In the above graphs we could clearly see an overall increasing trend. We would not expect any seasonal patterns in this data but will also check for this later. To confirm our visual inspection we check for stationarity by using:
- **Plots of the rolling statistics**: We can plot the moving average and moving variance of the adjsuted closing price and see if it changes over time. Here we will use a timeframe of 7 days to catch possible weekly changes.
- **Dickey-Fuller test**: This is a statistical test to check stationarity. The *Null Hypothesis* is that the TimeSeries is not stationary. The results of this test are a *Test Statistic* and some *Critical Values* for different confidence levels. If the Test Statistic is smaller than the Critical Value we can reject the Null Hypothesis and say the series is stationary.

In [30]:
def check_stationarity(timeseries, interval=7):
    """
    Calculates rolling average and std. deviation for a series of adjusted closing prices.
    The function plots the results and prints the results of the Dickey-Fuller test.
    
    Arguments:
    symbol - string containing the stock symbol of the desired stock
    interval - timeframe to calculate rolling statistics
    Returns:
    df - dataframe with added rolling statistics
    """
    
    # add rolling statistics to dataframe  
    roll_avg = timeseries.rolling(interval).mean()
    roll_std = timeseries.rolling(interval).std()
    
    # plot adjusted closing price vs. rolling statistics
    fig = go.Figure()
    fig.add_trace(go.Scatter(x=df.index, y= timeseries, name='Original'))
    fig.add_trace(go.Scatter(x=df.index, y= roll_avg, name='Rolling Average'))
    fig.add_trace(go.Scatter(x=df.index, y= roll_std, name='Rolling Std Deviation'))
    fig.update_layout(title='Rolling Mean & Standard Deviation')
    fig.show()
    
    # Dickey-Fuller test:
    result = adfuller(timeseries)
    print('ADF Statistic: {}'.format(result[0]))
    print('p-value: {}'.format(result[1]))
    print('Critical Values:')
    for key, value in result[4].items():
        print('\t{}: {}'.format(key, value))

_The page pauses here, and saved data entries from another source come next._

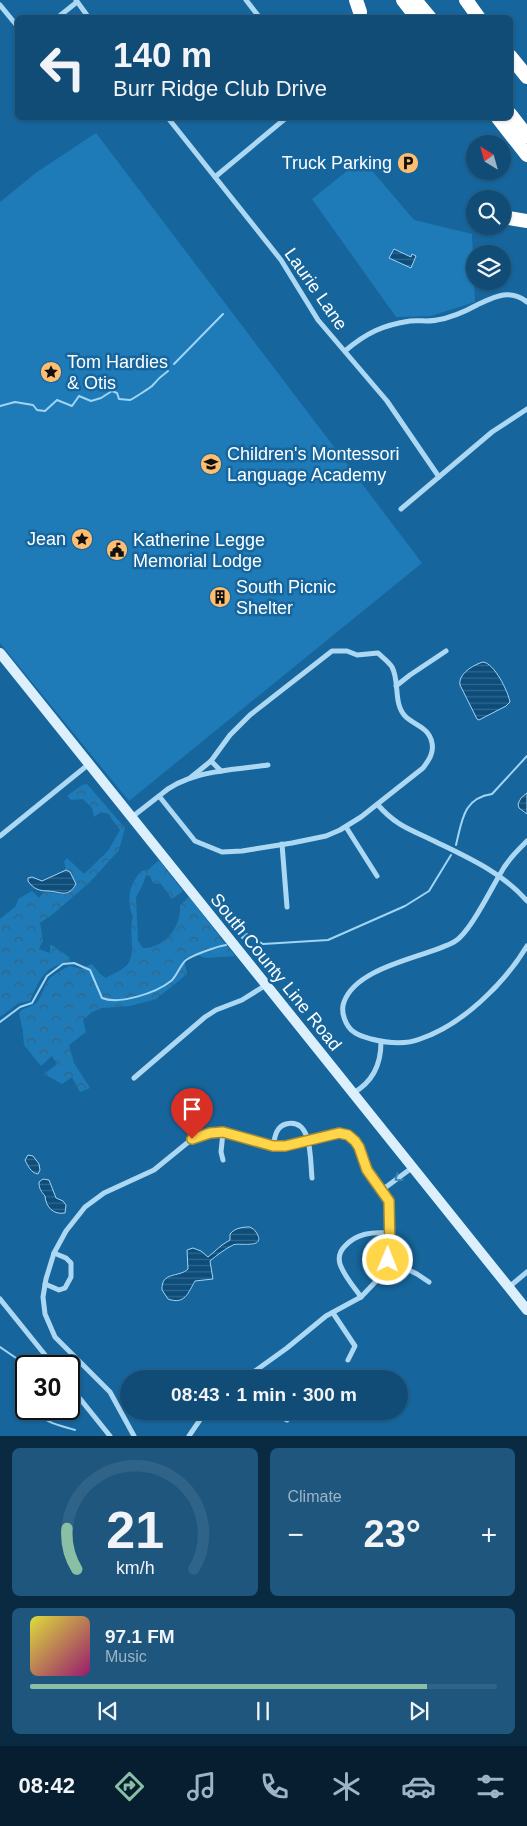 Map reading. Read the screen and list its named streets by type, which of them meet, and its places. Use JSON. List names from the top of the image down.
{
  "streets": {
    "main road": ["South County Line Road"],
    "street": ["Laurie Lane"]
  },
  "places": {
    "parking": ["Truck Parking"],
    "place": ["Tom Hardies & Otis", "Jean"],
    "school or university": ["Children's Montessori Language Academy"],
    "public building": ["Katherine Legge Memorial Lodge"],
    "building": ["South Picnic Shelter"]
  },
  "north": "top left",
  "page": {
    "turn": ["140 m", "Burr Ridge Club Drive"],
    "limit": "30",
    "trip": "08:43 · 1 min · 300 m",
    "tile": "Climate",
    "heat": ["−", "23°", "+"],
    "song": ["97.1 FM", "Music"],
    "tabs": "08:42",
    "gauge": ["21", "km/h"]
  }
} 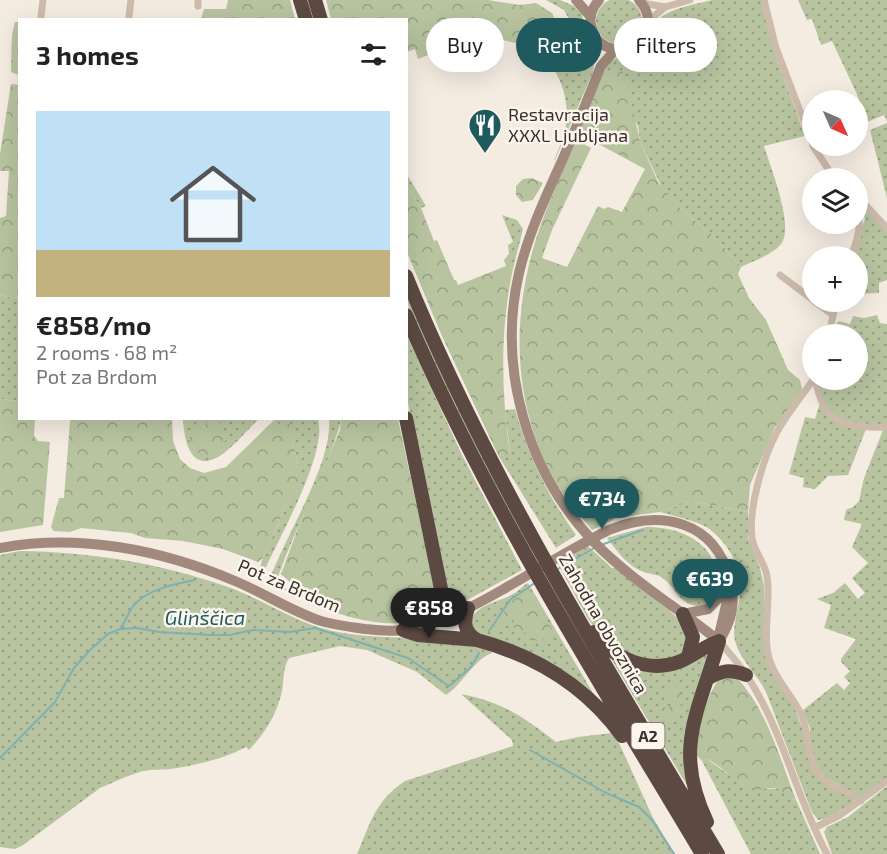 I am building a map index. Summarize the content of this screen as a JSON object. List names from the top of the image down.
{
  "streets": {
    "highway": ["Zahodna obvoznica", "A2"],
    "main road": ["Pot za Brdom"]
  },
  "water": ["Glinščica"],
  "places": {
    "restaurant": ["Restavracija XXXL Ljubljana"]
  },
  "north": "bottom right",
  "page": {
    "chip": ["Buy", "Rent", "Filters"],
    "heading": "3 homes",
    "map_buttons": ["+", "−"],
    "list": [
      {
        "name": "€858/mo",
        "note": "2 rooms · 68 m² · Pot za Brdom"
      }
    ],
    "price": ["€734", "€639", "€858"]
  }
} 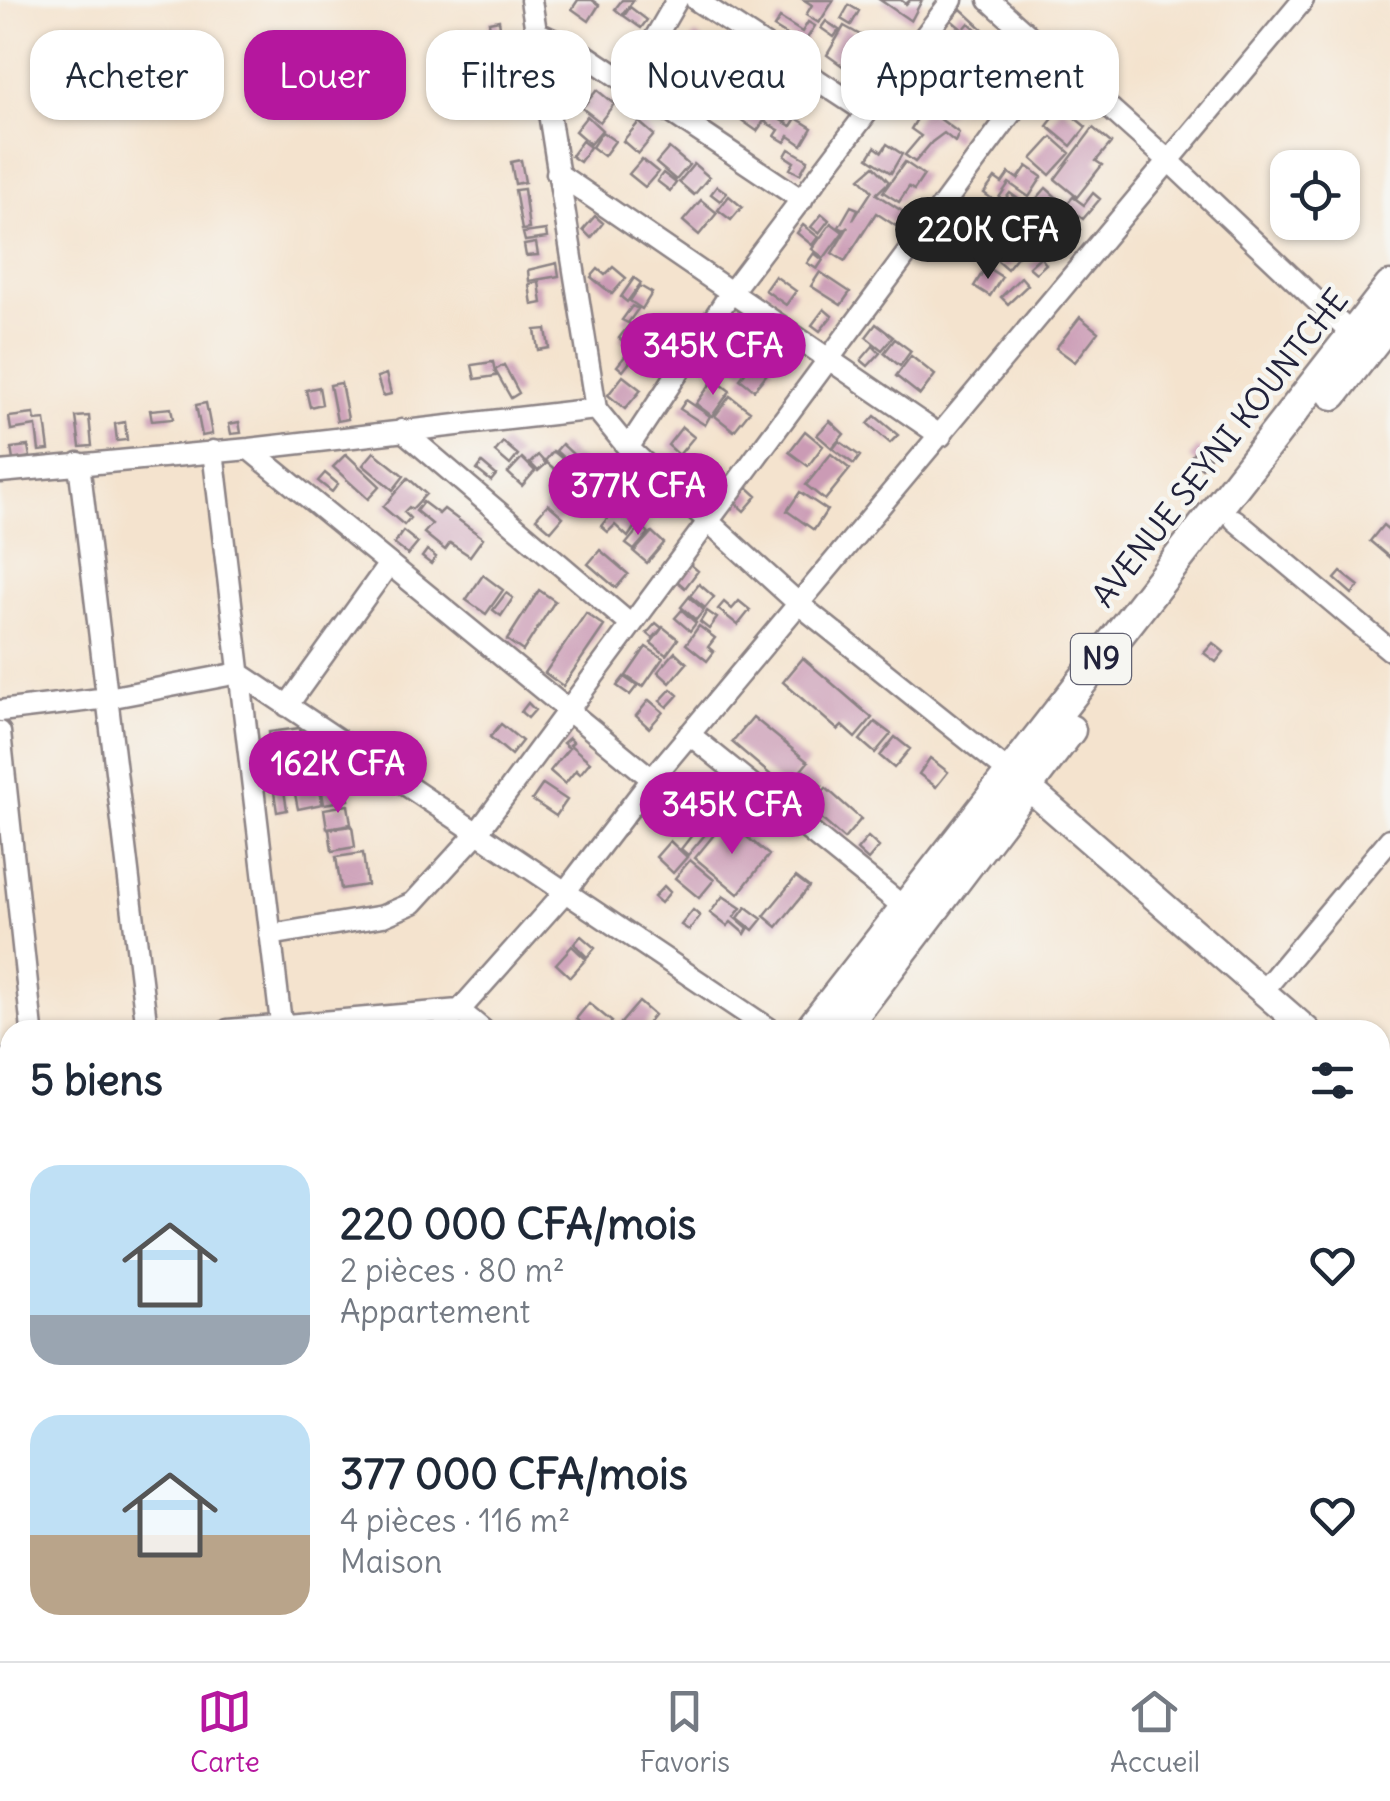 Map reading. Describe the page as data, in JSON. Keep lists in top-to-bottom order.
{
  "streets": {
    "highway": ["AVENUE SEYNI KOUNTCHE", "N9"]
  },
  "page": {
    "chip": [
      "Acheter",
      "Louer",
      "Filtres",
      "Nouveau",
      "Appartement"
    ],
    "price": [
      "220K CFA",
      "345K CFA",
      "377K CFA",
      "162K CFA",
      "345K CFA"
    ],
    "heading": "5 biens",
    "list": [
      {
        "name": "220 000 CFA/mois",
        "note": "2 pièces · 80 m² · Appartement"
      },
      {
        "name": "377 000 CFA/mois",
        "note": "4 pièces · 116 m² · Maison"
      }
    ],
    "tabs": ["Carte", "Favoris", "Accueil"]
  }
} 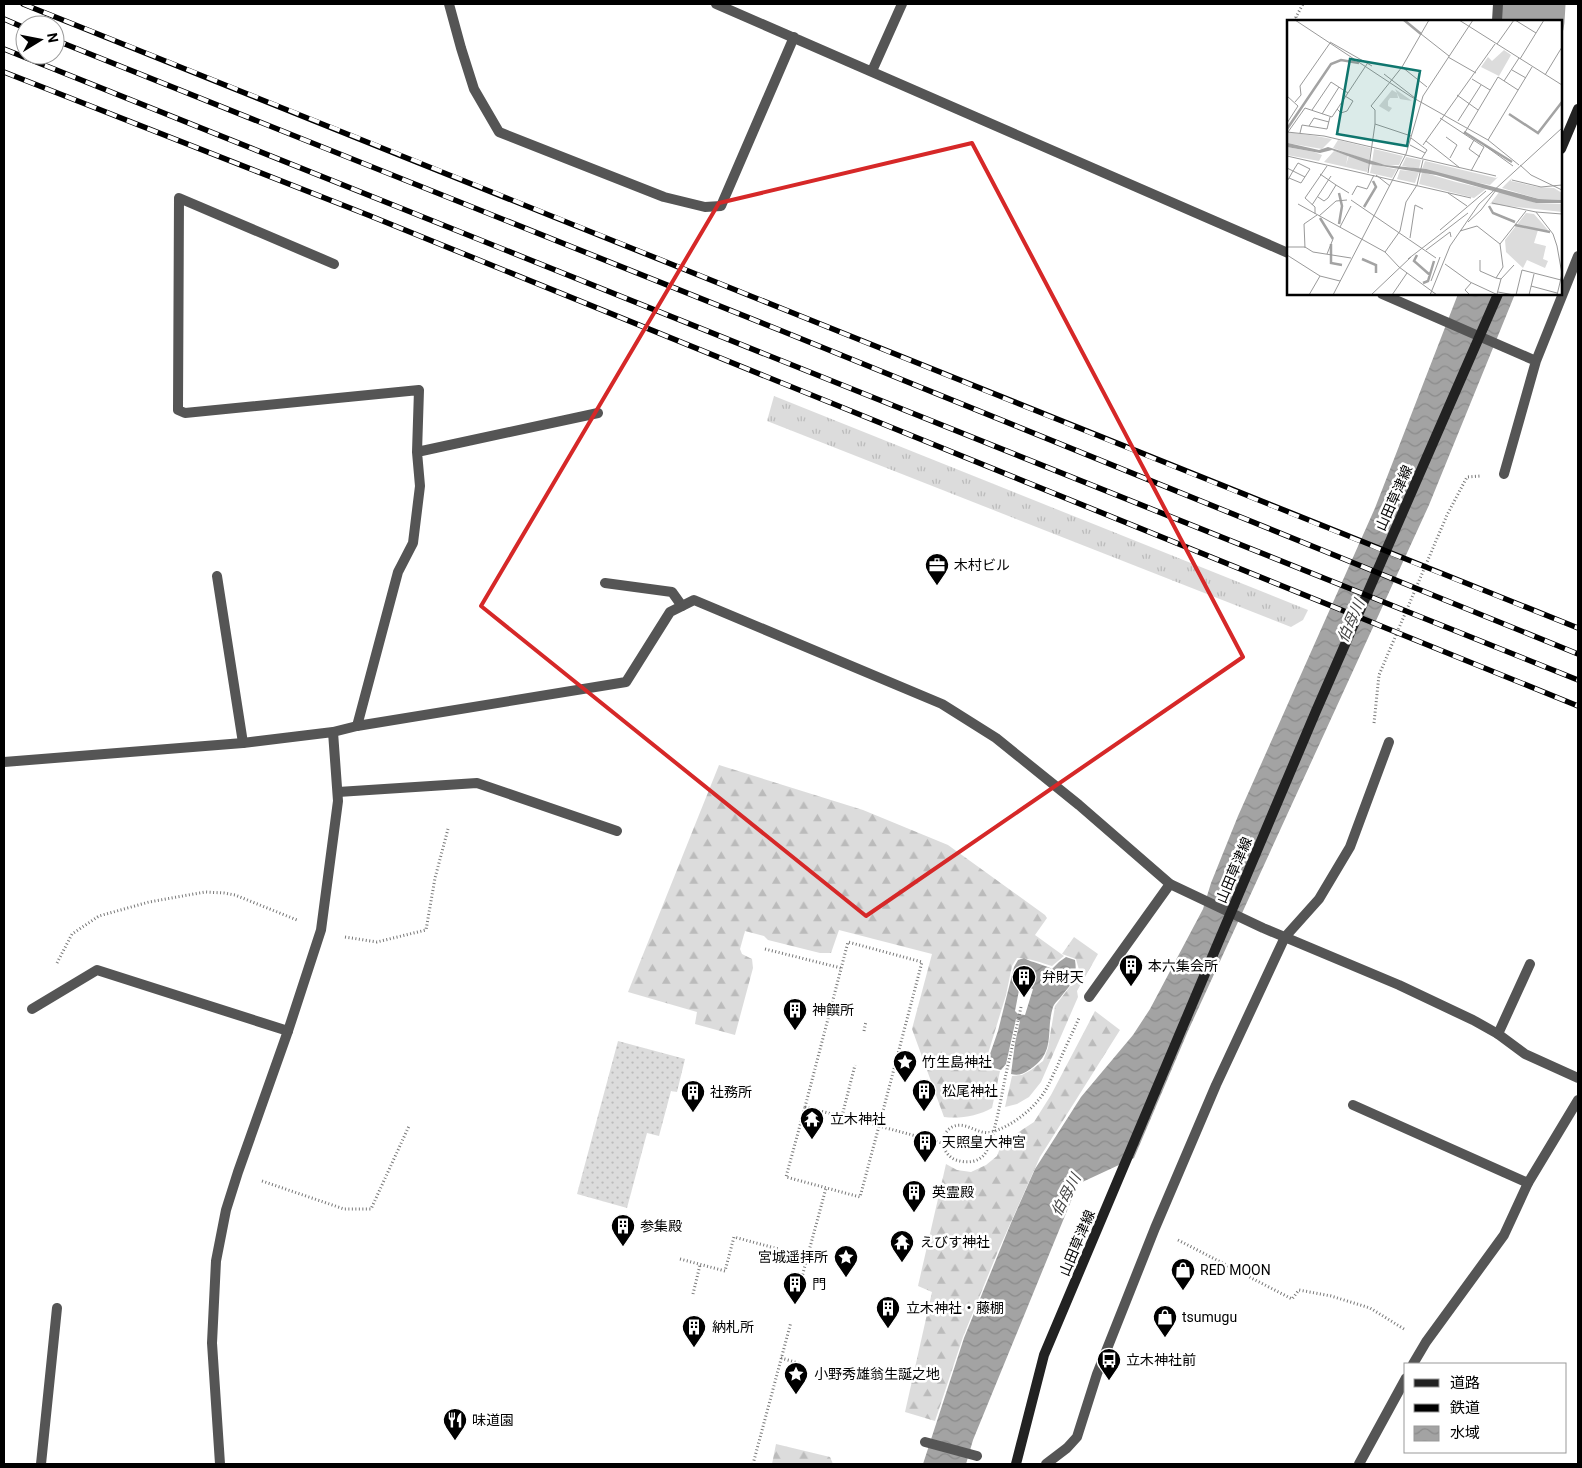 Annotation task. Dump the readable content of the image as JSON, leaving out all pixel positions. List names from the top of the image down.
{
  "streets": {
    "main road": ["山田草津線"]
  },
  "water": ["伯母川"],
  "places": {
    "office": ["木村ビル"],
    "building": [
      "本六集会所",
      "弁財天",
      "神饌所",
      "松尾神社",
      "社務所",
      "天照皇大神宮",
      "英霊殿",
      "参集殿",
      "門",
      "立木神社・藤棚",
      "納札所"
    ],
    "place": ["竹生島神社", "宮城遥拝所", "小野秀雄翁生誕之地"],
    "temple": ["立木神社", "えびす神社"],
    "shop": ["RED MOON", "tsumugu"],
    "bus stop": ["立木神社前"],
    "restaurant": ["味道園"]
  },
  "legend": ["道路", "鉄道", "水域"],
  "north": "right"
} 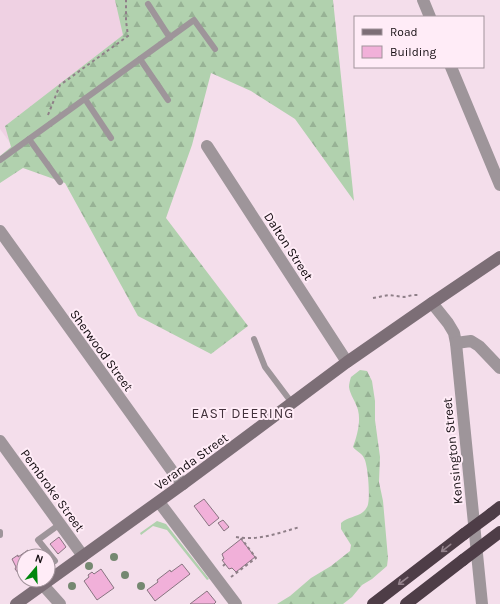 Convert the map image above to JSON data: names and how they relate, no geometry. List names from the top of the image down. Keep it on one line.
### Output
{"streets":{"main road":["Veranda Street"],"street":["Dalton Street","Sherwood Street","Kensington Street","Pembroke Street"]},"crossings":[["Dalton Street","Veranda Street"],["Sherwood Street","Veranda Street"],["Kensington Street","Veranda Street"],["Veranda Street","Pembroke Street"]],"districts":["EAST DEERING"],"legend":["Road","Building"],"north":"top"}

From the graph we can tell that our rolling statistics change over time meaning they are not stationary. 
The results from the Dickey-Fuller test confirm our observation. The ADF statistic is way higher than any of our Critical Values here. It's safe to say our series is not stationary and there's some work to do to make it stationary.

In [255]:
df = ohlc_data['GOOG']
timeseries = np.log(df.adj_close)

In [258]:
moving_avg = timeseries.rolling(30).mean()

fig = go.Figure()
fig.add_trace(go.Scatter(x=df.index, y=timeseries,
                    name='Log(adjusted closing price)'))
fig.add_trace(go.Scatter(x=df.index, y=moving_avg,
                    name='Moving Avg'))

ts_log_moving_avg_diff = timeseries - moving_avg
ts_log_moving_avg_diff.dropna(inplace=True)

In [259]:
check_stationarity(ts_log_moving_avg_diff)

ADF Statistic: -7.209160174244871
p-value: 2.2585219238226482e-10
Critical Values:
	1%: -3.4357658900670085
	5%: -2.8639315921664568
	10%: -2.5680433235434736


In [260]:
exp_weighted_avg = timeseries.ewm(halflife=100).mean()

fig = go.Figure()
fig.add_trace(go.Scatter(x=df.index, y=timeseries,
                    name='Log(adjusted closing price)'))
fig.add_trace(go.Scatter(x=df.index, y=exp_weighted_avg,
                    name='Exp Moving Avg'))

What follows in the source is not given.